→ WHAT IS BEING ASKED: Please state how many lines of the listing contain the word "meet", giving the number by itself.

→ THE DATA:
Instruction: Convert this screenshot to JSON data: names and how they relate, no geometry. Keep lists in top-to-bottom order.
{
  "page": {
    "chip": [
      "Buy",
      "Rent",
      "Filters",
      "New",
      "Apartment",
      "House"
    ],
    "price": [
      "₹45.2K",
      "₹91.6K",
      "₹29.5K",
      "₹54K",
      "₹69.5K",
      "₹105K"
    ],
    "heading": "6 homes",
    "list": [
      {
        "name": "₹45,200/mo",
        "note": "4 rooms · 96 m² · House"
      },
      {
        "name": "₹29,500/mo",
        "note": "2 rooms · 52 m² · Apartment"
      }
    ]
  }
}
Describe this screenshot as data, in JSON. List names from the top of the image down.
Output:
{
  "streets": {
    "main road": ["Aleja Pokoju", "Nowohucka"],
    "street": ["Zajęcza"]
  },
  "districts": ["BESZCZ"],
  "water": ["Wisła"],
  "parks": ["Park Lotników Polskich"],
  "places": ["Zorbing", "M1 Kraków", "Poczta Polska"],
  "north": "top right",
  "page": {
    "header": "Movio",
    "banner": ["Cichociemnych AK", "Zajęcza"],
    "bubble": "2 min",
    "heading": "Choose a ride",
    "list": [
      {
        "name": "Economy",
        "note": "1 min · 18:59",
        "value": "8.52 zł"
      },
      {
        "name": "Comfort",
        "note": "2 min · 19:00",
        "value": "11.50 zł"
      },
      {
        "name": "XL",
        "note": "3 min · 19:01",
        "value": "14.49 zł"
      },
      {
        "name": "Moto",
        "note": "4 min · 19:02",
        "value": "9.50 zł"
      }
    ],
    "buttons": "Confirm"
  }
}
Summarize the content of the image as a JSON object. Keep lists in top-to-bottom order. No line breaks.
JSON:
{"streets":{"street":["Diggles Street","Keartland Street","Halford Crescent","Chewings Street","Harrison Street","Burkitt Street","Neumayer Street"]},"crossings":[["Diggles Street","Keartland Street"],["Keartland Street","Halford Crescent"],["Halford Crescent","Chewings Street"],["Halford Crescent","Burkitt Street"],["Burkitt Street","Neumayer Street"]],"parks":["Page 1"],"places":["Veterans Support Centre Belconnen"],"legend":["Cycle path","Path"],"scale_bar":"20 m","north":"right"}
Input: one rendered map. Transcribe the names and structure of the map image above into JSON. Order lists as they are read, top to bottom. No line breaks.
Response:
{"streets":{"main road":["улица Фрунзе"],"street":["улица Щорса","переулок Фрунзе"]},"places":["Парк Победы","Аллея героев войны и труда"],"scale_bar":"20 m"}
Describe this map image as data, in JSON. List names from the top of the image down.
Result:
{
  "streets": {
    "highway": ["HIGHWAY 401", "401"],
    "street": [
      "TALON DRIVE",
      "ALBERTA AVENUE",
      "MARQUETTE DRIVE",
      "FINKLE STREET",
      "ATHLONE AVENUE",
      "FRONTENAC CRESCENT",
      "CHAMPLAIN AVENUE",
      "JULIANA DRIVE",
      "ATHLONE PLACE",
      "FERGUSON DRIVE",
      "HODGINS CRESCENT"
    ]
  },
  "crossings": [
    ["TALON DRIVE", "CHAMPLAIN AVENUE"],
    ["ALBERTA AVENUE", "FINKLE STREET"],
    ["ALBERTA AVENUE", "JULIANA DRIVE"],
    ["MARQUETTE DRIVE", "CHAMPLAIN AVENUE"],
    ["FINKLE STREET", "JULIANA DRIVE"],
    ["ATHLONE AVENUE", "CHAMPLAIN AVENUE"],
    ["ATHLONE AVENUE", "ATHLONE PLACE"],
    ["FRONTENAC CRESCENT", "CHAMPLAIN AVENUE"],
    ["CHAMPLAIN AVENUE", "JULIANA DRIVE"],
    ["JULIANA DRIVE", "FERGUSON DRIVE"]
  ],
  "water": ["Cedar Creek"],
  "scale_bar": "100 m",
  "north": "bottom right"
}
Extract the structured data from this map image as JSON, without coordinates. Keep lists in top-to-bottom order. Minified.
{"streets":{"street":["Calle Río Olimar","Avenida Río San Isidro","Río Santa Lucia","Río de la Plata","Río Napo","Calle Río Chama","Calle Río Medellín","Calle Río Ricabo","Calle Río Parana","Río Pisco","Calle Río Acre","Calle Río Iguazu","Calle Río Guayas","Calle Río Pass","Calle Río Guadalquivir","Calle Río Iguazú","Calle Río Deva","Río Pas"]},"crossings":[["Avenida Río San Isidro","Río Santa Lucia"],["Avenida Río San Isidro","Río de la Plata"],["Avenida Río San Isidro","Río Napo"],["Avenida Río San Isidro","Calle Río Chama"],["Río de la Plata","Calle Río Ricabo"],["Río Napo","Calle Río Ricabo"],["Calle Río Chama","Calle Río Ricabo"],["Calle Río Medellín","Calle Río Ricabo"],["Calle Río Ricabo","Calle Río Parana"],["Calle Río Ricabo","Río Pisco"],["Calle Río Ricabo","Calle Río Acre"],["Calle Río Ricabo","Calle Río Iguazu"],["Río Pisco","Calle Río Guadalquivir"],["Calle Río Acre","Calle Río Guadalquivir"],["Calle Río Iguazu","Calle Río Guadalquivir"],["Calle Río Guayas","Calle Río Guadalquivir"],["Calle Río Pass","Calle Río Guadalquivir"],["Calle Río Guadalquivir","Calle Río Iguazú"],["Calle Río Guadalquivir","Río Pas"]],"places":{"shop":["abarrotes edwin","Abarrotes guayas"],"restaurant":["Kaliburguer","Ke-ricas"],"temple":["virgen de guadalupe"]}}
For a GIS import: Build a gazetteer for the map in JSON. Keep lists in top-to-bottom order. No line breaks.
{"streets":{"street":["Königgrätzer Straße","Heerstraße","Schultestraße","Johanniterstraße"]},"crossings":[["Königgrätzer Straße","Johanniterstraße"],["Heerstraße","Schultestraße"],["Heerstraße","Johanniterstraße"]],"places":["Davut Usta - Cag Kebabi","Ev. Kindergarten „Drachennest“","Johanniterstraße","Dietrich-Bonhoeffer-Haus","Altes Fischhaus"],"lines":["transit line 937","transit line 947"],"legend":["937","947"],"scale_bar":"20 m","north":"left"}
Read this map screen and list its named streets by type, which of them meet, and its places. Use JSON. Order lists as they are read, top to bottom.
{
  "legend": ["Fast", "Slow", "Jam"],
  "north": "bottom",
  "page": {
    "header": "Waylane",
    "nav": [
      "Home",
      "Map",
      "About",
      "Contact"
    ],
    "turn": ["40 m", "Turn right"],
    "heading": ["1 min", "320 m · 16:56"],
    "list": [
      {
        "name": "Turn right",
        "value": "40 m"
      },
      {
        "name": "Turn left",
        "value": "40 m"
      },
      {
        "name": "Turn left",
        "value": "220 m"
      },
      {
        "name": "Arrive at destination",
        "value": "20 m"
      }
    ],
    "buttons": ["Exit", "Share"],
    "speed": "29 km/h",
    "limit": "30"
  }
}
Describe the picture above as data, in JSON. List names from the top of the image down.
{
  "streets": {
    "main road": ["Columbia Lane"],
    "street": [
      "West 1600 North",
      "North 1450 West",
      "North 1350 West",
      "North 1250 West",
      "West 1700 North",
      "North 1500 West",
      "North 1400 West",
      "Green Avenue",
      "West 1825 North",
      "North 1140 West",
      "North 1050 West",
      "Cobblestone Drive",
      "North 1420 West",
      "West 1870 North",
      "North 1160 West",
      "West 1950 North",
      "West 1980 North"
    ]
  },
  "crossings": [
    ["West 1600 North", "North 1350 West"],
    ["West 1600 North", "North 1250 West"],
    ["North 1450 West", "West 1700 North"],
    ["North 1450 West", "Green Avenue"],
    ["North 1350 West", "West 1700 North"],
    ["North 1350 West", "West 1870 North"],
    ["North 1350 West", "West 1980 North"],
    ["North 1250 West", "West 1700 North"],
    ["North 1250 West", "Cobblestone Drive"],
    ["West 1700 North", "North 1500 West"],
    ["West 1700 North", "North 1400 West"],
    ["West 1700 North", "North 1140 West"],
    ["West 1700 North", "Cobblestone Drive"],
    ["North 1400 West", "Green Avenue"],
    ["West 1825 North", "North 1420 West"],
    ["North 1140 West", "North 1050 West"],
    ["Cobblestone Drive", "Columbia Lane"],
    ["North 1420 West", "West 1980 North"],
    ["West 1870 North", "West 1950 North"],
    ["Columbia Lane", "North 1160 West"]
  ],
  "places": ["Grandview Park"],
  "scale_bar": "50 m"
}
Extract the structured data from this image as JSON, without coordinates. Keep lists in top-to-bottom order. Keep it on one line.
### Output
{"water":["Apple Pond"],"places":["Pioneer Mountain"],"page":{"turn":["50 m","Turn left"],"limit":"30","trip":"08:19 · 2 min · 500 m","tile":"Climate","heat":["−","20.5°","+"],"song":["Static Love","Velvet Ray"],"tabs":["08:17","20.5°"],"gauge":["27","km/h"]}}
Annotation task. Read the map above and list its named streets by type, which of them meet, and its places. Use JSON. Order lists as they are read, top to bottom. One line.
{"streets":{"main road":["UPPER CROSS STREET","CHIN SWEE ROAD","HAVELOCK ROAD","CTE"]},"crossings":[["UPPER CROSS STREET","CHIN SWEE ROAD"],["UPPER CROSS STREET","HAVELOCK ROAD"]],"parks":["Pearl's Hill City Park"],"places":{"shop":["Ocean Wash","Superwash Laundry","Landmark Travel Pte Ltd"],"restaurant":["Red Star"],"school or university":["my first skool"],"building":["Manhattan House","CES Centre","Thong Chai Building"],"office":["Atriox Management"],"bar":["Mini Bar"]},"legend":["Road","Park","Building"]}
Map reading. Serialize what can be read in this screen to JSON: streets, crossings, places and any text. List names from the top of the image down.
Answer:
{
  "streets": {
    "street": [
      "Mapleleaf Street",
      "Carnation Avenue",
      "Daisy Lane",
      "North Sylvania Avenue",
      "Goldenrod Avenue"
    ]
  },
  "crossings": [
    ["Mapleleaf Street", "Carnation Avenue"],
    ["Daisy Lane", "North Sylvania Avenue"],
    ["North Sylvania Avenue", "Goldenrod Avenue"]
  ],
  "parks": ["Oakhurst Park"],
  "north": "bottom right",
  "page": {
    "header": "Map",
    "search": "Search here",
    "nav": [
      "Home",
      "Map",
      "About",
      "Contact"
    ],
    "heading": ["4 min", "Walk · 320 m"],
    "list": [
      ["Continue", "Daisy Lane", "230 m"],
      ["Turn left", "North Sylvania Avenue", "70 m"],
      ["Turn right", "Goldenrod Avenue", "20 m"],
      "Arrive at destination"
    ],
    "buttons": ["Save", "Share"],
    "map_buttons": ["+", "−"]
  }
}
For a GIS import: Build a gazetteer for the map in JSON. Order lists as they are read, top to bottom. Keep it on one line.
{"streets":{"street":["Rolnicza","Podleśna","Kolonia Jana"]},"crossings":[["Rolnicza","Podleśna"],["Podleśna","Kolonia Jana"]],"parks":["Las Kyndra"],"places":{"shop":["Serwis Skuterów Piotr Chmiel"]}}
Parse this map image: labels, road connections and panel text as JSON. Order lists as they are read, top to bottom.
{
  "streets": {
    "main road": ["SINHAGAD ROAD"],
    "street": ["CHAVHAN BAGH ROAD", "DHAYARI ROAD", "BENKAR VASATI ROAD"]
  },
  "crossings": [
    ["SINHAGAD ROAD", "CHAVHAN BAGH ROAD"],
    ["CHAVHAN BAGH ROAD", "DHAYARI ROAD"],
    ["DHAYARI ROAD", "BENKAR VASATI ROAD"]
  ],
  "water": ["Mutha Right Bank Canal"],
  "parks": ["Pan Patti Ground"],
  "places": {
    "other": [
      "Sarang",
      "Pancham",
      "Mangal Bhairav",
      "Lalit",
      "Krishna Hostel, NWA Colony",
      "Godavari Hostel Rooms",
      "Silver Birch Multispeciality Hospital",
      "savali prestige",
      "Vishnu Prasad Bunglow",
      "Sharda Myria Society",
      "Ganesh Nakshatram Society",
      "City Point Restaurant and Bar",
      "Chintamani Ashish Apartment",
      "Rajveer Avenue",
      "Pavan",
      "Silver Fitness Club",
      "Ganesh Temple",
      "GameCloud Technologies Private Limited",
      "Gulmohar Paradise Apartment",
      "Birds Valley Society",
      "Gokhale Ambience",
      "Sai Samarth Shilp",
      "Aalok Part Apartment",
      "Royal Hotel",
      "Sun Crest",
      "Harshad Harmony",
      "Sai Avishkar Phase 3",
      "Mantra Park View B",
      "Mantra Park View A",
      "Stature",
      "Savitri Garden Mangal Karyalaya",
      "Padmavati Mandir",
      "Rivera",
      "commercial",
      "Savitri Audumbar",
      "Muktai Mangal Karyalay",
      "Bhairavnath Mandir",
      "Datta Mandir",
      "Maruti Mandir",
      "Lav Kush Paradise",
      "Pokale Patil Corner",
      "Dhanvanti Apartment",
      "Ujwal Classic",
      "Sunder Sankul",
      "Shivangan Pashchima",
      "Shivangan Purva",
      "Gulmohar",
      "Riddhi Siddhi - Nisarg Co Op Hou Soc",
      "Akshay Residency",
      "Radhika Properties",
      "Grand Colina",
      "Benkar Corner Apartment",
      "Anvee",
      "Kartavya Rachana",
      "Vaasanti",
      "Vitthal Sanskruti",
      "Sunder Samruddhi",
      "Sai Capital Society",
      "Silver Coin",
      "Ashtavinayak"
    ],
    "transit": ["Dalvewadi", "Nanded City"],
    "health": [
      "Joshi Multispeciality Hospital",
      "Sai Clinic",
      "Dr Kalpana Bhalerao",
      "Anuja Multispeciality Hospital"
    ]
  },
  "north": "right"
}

→ ANSWER AREA: 2